> Work task:
Omit every image, and transcribe the remaining entries exactly as given.
____
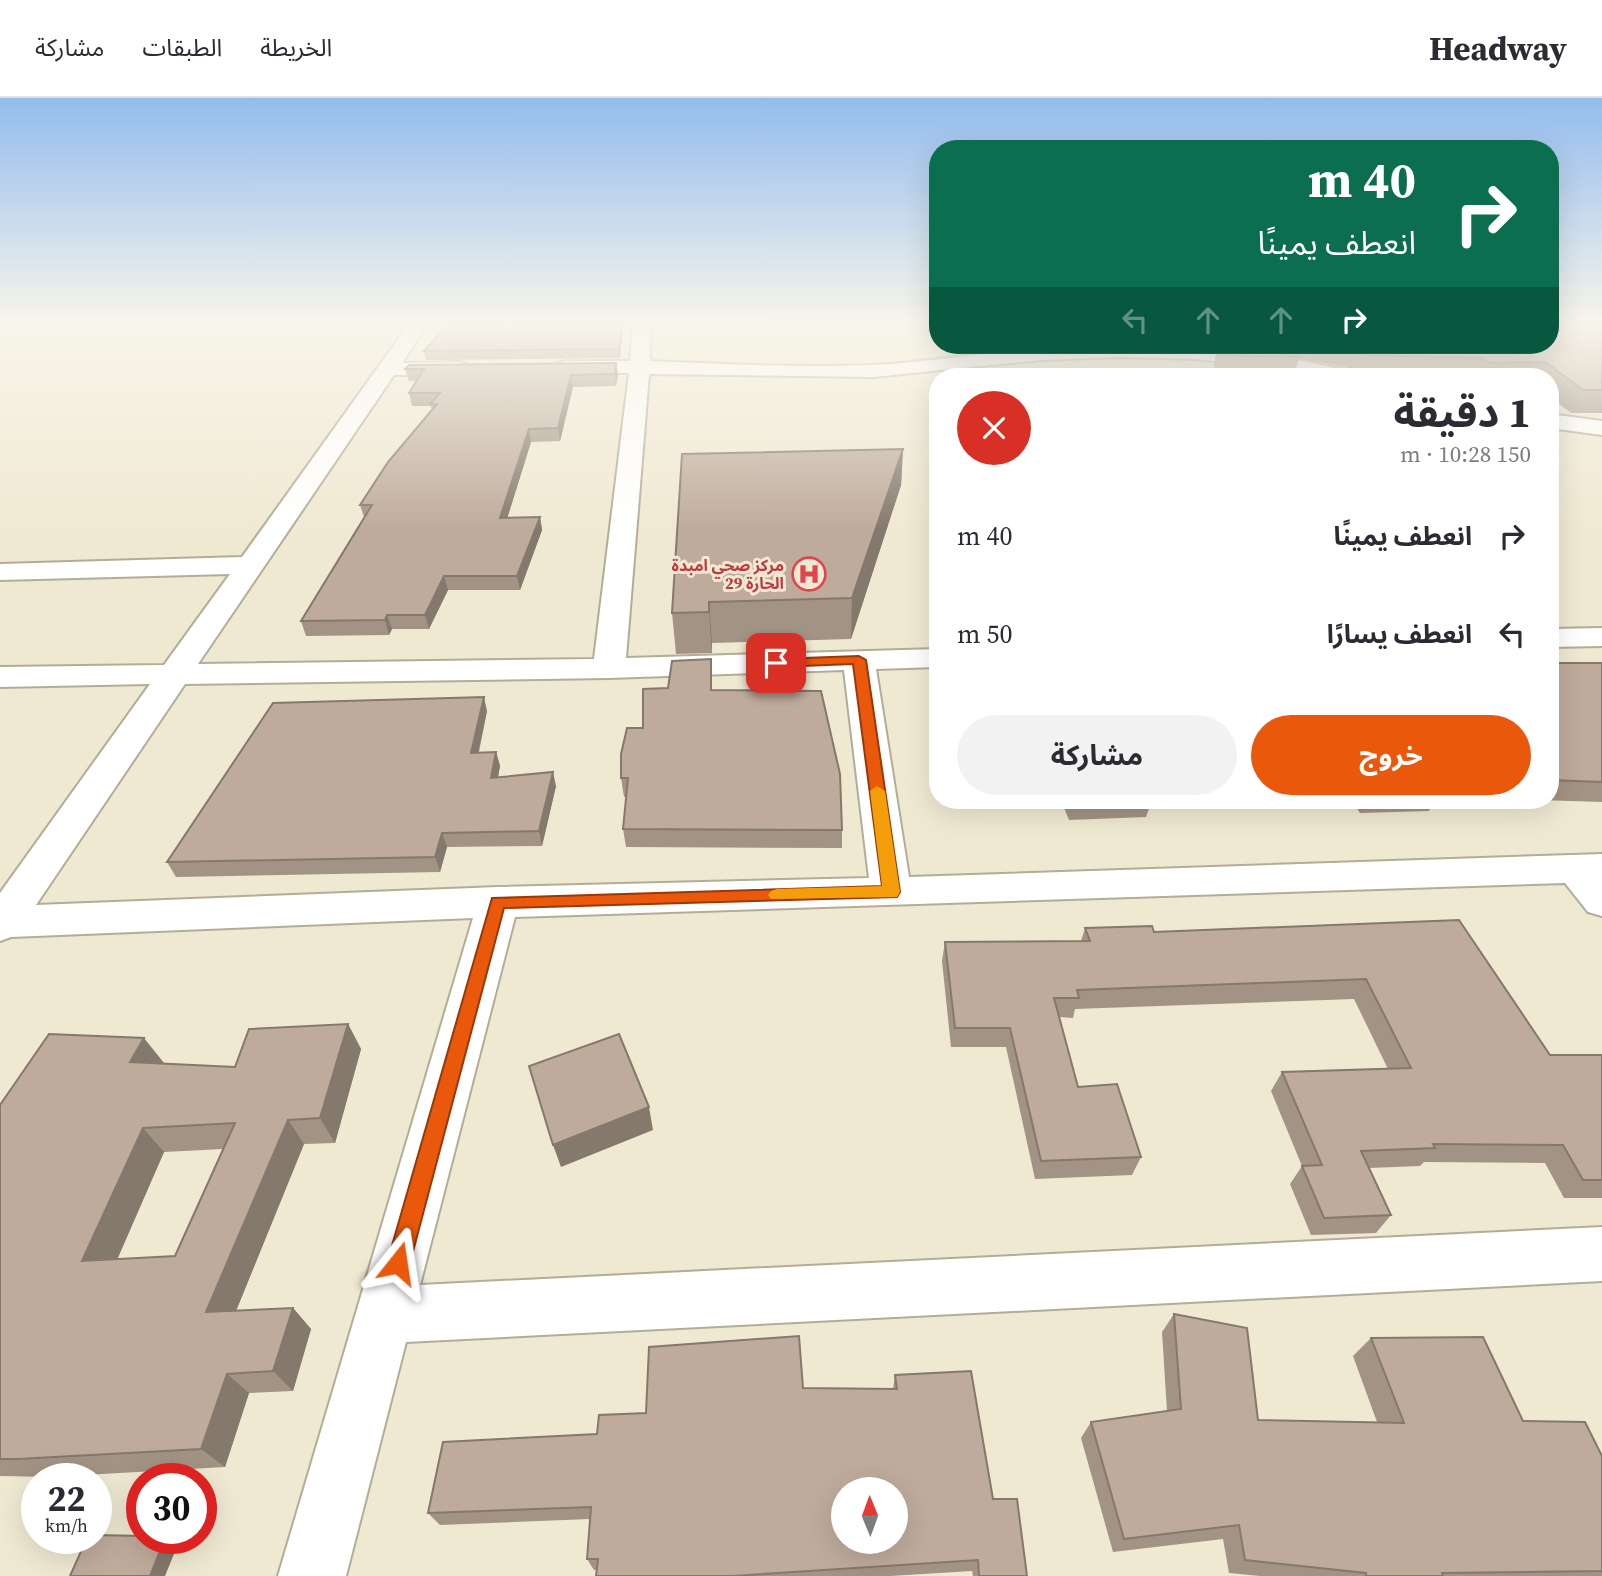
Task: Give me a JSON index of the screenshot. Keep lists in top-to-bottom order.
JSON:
{
  "places": {
    "hospital": ["مركز صحي امبدة الحارة 29"]
  },
  "north": "top",
  "page": {
    "header": "Headway",
    "nav": ["الخريطة", "الطبقات", "مشاركة"],
    "turn": ["40 m", "انعطف يمينًا"],
    "heading": ["1 دقيقة", "150 m · 10:28"],
    "list": [
      {
        "name": "انعطف يمينًا",
        "value": "40 m"
      },
      {
        "name": "انعطف يسارًا",
        "value": "50 m"
      }
    ],
    "buttons": ["خروج", "مشاركة"],
    "speed": "22 km/h",
    "limit": "30"
  }
}
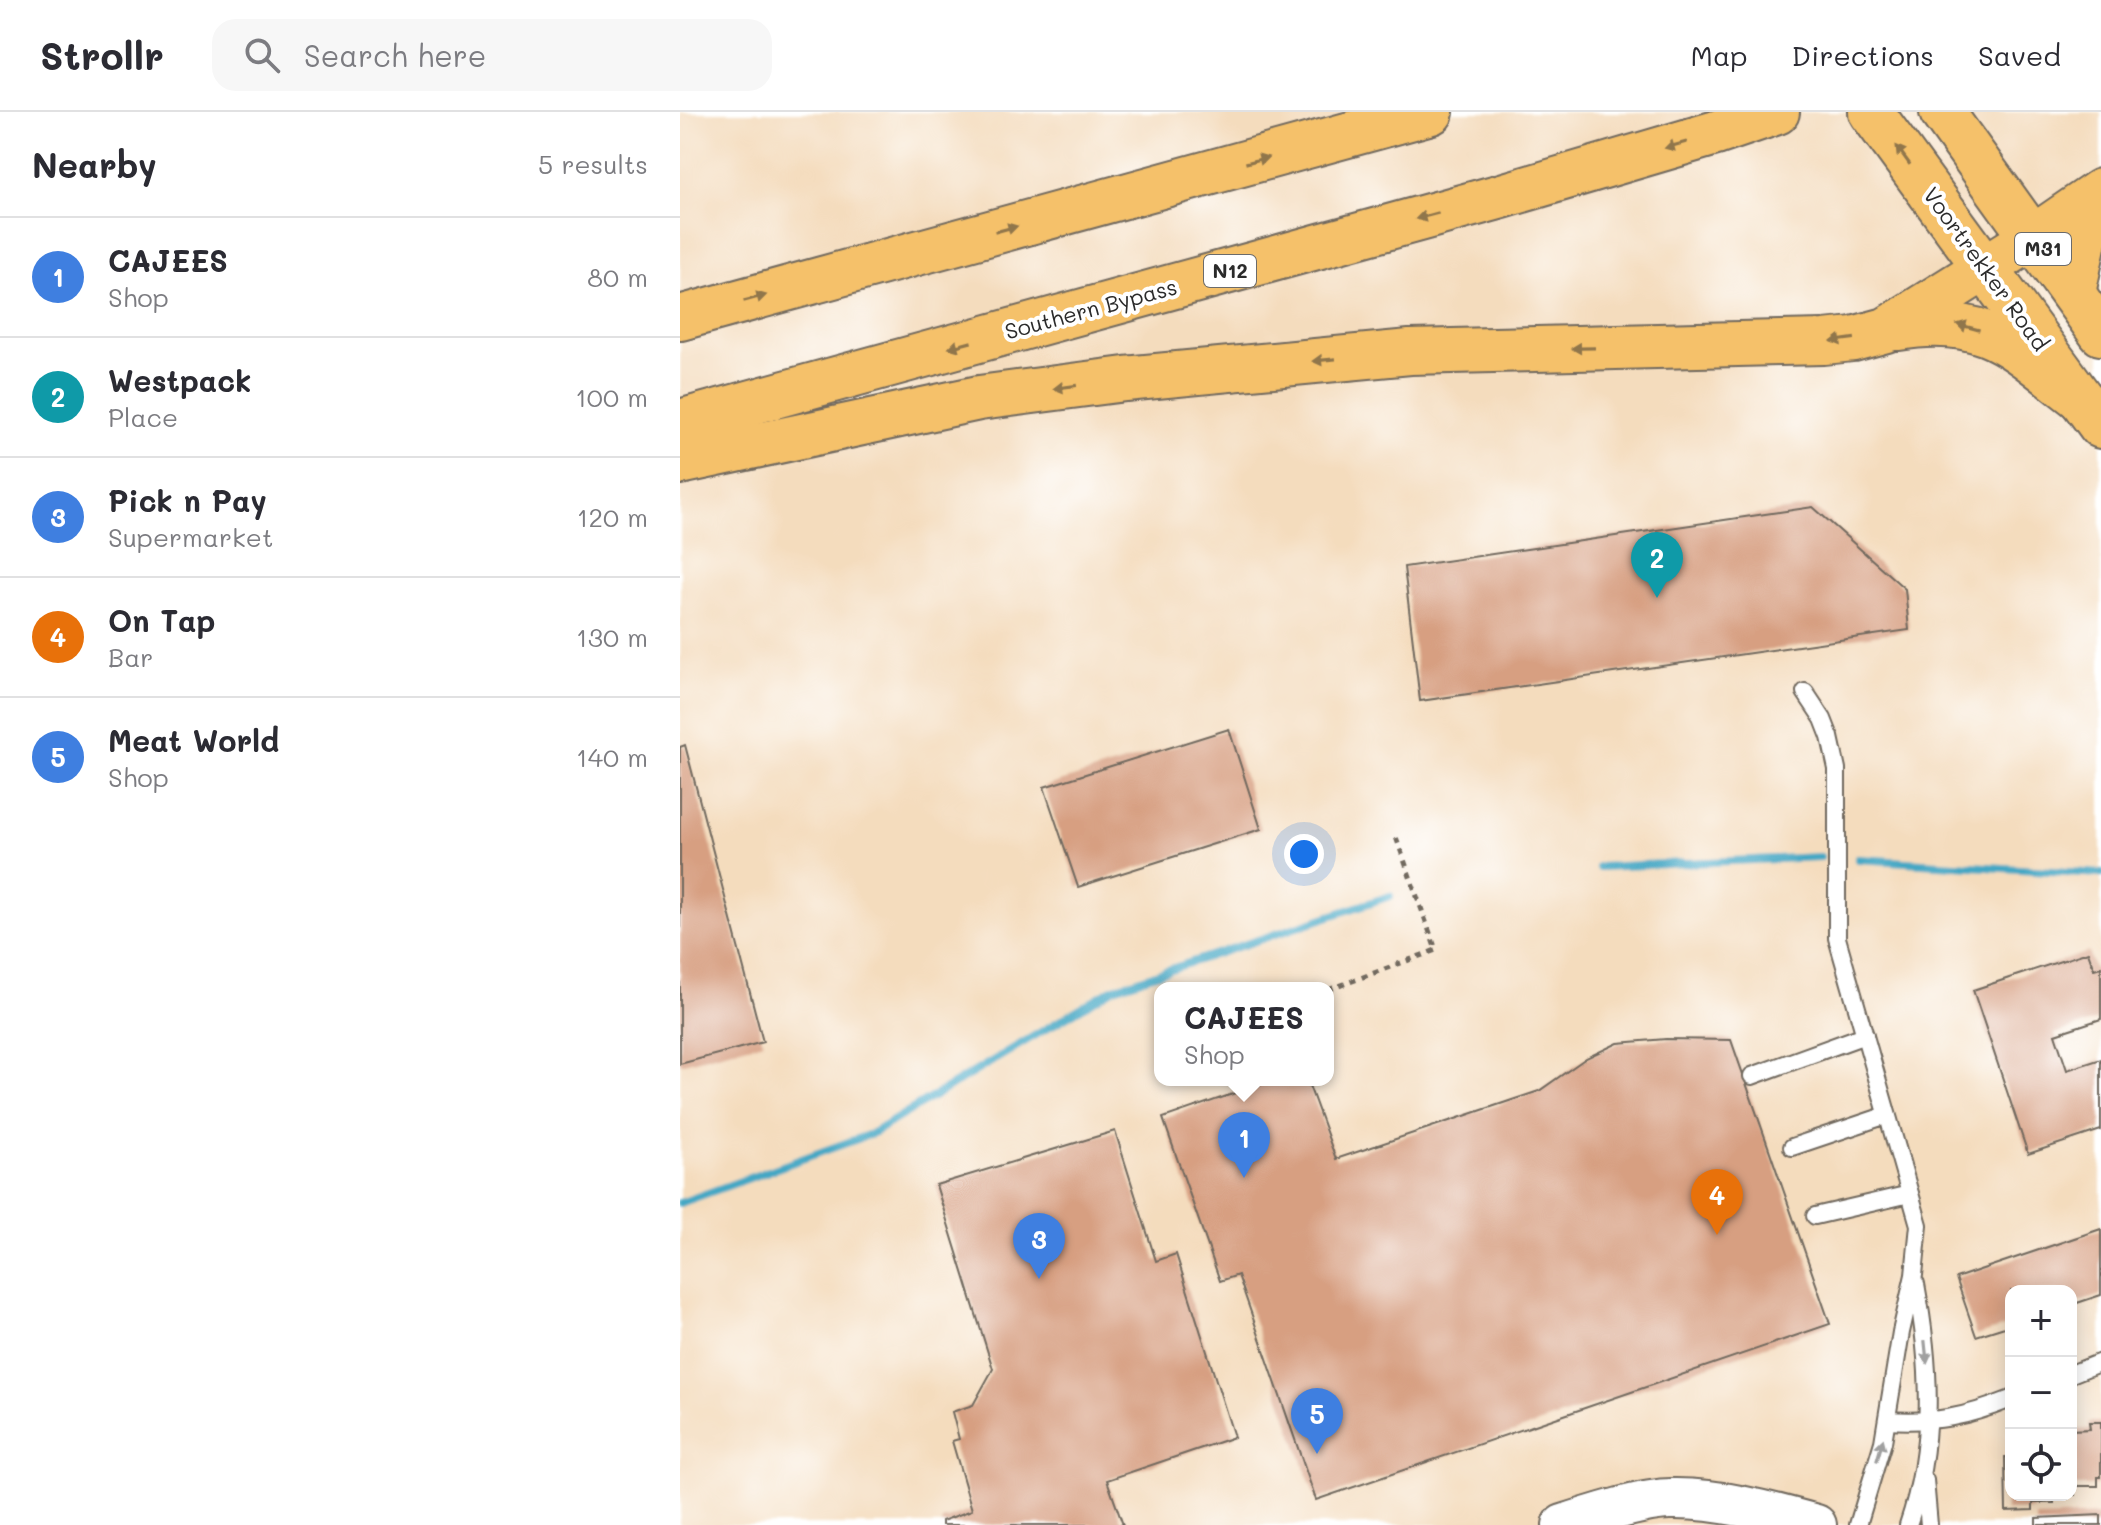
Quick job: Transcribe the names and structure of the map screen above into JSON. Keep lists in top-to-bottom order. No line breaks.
{"streets":{"main road":["M31","Voortrekker Road","N12","Southern Bypass"]},"page":{"header":"Strollr","search":"Search here","nav":["Map","Directions","Saved"],"heading":["Nearby","5 results"],"list":[{"mark":"1","name":"CAJEES","note":"Shop","value":"80 m"},{"mark":"2","name":"Westpack","note":"Place","value":"100 m"},{"mark":"3","name":"Pick n Pay","note":"Supermarket","value":"120 m"},{"mark":"4","name":"On Tap","note":"Bar","value":"130 m"},{"mark":"5","name":"Meat World","note":"Shop","value":"140 m"}],"pins":["2","1","4","3","5"],"popup":["CAJEES","Shop"],"map_buttons":["+","−"]}}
____
> Answer box:
Task: Give me a JSON index of the screenshot. Keep lists in top-to-bottom order.
JSON:
{
  "places": {
    "hospital": ["مركز صحي امبدة الحارة 29"]
  },
  "north": "top",
  "page": {
    "header": "Headway",
    "nav": ["الخريطة", "الطبقات", "مشاركة"],
    "turn": ["40 m", "انعطف يمينًا"],
    "heading": ["1 دقيقة", "150 m · 10:28"],
    "list": [
      {
        "name": "انعطف يمينًا",
        "value": "40 m"
      },
      {
        "name": "انعطف يسارًا",
        "value": "50 m"
      }
    ],
    "buttons": ["خروج", "مشاركة"],
    "speed": "22 km/h",
    "limit": "30"
  }
}
Quick job: Transcribe the names and structure of the map screen above into JSON. Keep lists in top-to-bottom order. No line breaks.
{"streets":{"main road":["M31","Voortrekker Road","N12","Southern Bypass"]},"page":{"header":"Strollr","search":"Search here","nav":["Map","Directions","Saved"],"heading":["Nearby","5 results"],"list":[{"mark":"1","name":"CAJEES","note":"Shop","value":"80 m"},{"mark":"2","name":"Westpack","note":"Place","value":"100 m"},{"mark":"3","name":"Pick n Pay","note":"Supermarket","value":"120 m"},{"mark":"4","name":"On Tap","note":"Bar","value":"130 m"},{"mark":"5","name":"Meat World","note":"Shop","value":"140 m"}],"pins":["2","1","4","3","5"],"popup":["CAJEES","Shop"],"map_buttons":["+","−"]}}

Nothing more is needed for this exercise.